Where the word "querySelector" appears in a line of the entries below, count that line and give the total alone.
(Beginning of Dataset extract)
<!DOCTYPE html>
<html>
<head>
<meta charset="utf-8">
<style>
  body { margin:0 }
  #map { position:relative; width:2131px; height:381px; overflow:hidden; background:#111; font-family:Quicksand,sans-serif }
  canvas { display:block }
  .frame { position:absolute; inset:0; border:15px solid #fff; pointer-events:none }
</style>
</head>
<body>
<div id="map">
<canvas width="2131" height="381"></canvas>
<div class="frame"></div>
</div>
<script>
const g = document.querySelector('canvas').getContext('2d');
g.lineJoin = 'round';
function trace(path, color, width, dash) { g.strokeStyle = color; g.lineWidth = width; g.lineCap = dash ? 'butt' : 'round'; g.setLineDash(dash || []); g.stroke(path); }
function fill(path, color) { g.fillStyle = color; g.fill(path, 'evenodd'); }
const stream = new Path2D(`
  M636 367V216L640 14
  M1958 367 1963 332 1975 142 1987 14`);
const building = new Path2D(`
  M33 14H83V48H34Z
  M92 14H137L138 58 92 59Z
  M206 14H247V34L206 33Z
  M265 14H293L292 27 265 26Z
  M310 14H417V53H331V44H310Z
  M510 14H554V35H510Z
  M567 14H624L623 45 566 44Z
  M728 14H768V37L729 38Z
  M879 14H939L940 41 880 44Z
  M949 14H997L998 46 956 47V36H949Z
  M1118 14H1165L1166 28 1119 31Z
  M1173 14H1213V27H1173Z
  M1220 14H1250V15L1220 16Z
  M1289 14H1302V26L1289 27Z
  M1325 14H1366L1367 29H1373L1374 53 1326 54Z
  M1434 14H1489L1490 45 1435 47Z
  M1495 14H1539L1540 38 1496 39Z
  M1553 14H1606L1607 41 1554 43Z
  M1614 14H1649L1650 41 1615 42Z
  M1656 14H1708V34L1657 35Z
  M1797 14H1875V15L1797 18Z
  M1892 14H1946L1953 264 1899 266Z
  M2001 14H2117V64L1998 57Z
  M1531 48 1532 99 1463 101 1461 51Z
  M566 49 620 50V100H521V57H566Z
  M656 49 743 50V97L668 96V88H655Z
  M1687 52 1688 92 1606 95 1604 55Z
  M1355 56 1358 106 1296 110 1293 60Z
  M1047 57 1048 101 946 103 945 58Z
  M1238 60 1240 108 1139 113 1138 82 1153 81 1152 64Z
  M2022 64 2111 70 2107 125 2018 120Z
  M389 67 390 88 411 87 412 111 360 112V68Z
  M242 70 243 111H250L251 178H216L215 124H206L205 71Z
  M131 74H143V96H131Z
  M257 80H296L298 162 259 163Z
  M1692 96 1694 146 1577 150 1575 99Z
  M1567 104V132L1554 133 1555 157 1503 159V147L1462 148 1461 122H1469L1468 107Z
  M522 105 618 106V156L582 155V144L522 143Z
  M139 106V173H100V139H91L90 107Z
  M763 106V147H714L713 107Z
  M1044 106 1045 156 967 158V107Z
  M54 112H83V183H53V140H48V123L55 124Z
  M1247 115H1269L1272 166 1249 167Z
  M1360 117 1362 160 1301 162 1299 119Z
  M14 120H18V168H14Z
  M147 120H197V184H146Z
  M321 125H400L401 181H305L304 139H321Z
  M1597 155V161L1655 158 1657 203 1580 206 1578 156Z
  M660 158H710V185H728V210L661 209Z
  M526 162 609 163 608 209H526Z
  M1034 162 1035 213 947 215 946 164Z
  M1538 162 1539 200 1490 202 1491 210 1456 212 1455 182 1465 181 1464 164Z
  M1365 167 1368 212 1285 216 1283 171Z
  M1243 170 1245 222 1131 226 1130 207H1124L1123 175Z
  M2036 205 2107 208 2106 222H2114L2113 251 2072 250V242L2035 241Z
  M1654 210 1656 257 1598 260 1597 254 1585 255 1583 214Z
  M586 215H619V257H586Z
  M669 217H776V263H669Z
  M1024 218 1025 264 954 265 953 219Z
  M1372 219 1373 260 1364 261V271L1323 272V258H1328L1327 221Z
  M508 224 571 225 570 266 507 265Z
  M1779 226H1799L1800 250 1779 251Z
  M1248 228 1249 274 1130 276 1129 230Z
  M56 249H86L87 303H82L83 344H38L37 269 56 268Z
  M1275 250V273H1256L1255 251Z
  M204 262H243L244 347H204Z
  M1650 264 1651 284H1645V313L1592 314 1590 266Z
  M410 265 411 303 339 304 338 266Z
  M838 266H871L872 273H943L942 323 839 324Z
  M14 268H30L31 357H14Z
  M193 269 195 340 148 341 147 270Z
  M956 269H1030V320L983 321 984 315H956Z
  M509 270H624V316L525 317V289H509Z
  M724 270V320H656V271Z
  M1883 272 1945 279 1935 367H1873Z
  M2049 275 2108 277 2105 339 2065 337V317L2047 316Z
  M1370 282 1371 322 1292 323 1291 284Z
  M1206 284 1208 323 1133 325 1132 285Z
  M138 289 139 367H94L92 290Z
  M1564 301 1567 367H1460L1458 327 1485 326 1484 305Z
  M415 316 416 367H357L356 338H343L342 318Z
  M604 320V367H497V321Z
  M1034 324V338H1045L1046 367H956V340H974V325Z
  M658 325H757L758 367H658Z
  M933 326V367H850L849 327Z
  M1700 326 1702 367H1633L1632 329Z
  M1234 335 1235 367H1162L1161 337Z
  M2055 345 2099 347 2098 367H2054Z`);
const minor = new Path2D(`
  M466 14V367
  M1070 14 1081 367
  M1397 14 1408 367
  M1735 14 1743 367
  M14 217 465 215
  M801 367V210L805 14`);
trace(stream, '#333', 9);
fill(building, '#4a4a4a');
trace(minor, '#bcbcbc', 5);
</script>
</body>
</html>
(End of Dataset extract)
(Beginning of Dataset extract)
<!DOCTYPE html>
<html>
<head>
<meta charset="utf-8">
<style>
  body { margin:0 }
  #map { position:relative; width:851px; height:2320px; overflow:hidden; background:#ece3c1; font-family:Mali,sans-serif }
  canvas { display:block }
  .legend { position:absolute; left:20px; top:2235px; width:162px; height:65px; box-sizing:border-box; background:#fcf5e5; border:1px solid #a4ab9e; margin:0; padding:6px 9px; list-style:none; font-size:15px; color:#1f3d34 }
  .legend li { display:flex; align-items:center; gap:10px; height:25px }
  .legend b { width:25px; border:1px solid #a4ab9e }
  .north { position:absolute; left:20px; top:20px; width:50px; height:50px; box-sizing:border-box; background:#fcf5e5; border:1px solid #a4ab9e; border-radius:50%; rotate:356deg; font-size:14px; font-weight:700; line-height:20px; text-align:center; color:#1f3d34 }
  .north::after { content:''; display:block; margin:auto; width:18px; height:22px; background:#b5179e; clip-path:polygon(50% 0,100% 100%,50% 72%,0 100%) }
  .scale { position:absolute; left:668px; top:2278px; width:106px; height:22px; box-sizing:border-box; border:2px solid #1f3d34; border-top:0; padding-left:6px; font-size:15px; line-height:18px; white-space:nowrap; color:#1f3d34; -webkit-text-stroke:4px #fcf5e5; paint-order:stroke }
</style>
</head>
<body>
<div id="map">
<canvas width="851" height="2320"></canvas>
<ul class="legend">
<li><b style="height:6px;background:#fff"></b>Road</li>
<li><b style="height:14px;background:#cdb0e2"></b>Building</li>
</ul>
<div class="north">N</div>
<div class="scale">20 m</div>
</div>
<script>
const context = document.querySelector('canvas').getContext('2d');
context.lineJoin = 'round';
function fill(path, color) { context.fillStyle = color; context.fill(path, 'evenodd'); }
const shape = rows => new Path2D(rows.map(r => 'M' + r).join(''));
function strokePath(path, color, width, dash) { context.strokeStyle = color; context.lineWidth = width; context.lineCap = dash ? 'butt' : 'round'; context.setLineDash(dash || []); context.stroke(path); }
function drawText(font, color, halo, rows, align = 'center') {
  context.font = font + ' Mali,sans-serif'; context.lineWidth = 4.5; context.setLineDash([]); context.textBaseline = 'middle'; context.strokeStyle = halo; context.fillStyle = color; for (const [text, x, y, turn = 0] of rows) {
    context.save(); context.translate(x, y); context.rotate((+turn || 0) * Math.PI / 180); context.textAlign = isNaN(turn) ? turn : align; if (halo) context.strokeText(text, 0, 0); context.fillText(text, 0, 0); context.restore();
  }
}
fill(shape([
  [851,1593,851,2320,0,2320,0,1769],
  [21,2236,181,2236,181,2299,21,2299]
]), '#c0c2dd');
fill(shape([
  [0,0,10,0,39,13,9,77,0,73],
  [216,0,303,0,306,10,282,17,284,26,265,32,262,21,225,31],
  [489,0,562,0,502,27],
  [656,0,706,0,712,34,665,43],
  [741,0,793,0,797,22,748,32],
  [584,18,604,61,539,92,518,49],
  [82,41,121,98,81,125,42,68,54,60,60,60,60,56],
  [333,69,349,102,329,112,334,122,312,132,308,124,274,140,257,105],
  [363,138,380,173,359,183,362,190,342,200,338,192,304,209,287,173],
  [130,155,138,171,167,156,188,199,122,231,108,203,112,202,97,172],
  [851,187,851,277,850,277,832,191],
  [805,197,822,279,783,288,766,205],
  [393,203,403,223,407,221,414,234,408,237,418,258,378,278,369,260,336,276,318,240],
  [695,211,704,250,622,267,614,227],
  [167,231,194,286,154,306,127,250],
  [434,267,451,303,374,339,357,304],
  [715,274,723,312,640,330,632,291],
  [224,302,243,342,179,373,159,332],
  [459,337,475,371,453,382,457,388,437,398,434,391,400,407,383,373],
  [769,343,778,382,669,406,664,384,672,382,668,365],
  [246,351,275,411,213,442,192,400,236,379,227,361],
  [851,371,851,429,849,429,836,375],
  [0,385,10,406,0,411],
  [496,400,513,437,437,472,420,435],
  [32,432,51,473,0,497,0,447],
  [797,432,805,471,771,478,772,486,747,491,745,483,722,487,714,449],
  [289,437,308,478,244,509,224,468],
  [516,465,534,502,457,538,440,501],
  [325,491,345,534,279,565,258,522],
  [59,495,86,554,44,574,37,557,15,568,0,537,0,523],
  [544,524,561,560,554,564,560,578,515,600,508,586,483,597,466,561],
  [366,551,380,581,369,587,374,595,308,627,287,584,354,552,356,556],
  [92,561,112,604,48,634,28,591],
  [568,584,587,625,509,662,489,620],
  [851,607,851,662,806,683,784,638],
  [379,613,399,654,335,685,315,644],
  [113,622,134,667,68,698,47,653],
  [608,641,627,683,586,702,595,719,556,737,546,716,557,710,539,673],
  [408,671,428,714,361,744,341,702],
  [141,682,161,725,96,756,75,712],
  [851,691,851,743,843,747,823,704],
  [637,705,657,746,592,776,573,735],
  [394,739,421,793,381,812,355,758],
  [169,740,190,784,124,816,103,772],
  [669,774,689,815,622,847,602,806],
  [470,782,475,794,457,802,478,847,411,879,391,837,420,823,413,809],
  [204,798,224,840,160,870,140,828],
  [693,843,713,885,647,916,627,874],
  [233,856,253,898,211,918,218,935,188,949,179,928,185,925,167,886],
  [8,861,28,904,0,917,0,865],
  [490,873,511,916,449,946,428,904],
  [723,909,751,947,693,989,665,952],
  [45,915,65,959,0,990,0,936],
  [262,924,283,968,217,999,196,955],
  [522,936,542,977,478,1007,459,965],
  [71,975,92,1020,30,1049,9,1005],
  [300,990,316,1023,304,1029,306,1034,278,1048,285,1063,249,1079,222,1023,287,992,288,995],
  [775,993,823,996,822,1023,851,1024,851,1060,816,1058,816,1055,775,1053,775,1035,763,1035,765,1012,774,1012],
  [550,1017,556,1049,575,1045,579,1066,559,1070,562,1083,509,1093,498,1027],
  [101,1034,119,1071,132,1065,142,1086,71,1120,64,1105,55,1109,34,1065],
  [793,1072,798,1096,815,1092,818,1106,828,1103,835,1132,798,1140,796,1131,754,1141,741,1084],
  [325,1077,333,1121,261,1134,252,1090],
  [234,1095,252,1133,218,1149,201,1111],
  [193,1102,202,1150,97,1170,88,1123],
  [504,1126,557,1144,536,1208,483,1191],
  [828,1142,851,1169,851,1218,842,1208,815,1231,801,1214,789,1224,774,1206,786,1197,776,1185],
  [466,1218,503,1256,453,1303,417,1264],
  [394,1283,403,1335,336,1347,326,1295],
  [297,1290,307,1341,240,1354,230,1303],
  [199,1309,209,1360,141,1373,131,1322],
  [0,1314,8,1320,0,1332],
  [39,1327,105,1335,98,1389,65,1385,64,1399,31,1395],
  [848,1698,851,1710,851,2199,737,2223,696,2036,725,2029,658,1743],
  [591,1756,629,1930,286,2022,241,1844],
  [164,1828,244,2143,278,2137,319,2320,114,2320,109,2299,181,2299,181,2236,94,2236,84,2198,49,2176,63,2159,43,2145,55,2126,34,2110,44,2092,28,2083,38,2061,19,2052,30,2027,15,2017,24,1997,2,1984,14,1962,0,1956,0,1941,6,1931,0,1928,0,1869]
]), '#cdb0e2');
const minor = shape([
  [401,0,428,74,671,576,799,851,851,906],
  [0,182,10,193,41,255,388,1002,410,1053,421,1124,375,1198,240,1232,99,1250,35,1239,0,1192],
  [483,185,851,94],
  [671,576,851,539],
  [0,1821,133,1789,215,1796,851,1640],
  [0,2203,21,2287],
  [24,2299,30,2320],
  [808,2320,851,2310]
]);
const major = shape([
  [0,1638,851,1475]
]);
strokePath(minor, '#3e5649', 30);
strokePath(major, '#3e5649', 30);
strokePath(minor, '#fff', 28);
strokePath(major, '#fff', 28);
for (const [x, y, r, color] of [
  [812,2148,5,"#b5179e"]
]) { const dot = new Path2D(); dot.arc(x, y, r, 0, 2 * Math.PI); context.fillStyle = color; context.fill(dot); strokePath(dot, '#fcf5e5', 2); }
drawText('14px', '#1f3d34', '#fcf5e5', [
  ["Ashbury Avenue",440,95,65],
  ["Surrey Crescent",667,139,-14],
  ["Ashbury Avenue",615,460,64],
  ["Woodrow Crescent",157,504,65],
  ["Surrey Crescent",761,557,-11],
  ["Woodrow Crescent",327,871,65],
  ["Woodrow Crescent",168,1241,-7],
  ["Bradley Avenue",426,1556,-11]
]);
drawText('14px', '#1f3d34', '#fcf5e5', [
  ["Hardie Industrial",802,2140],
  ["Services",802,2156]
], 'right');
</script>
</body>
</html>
(End of Dataset extract)
▶ [Completed task]
2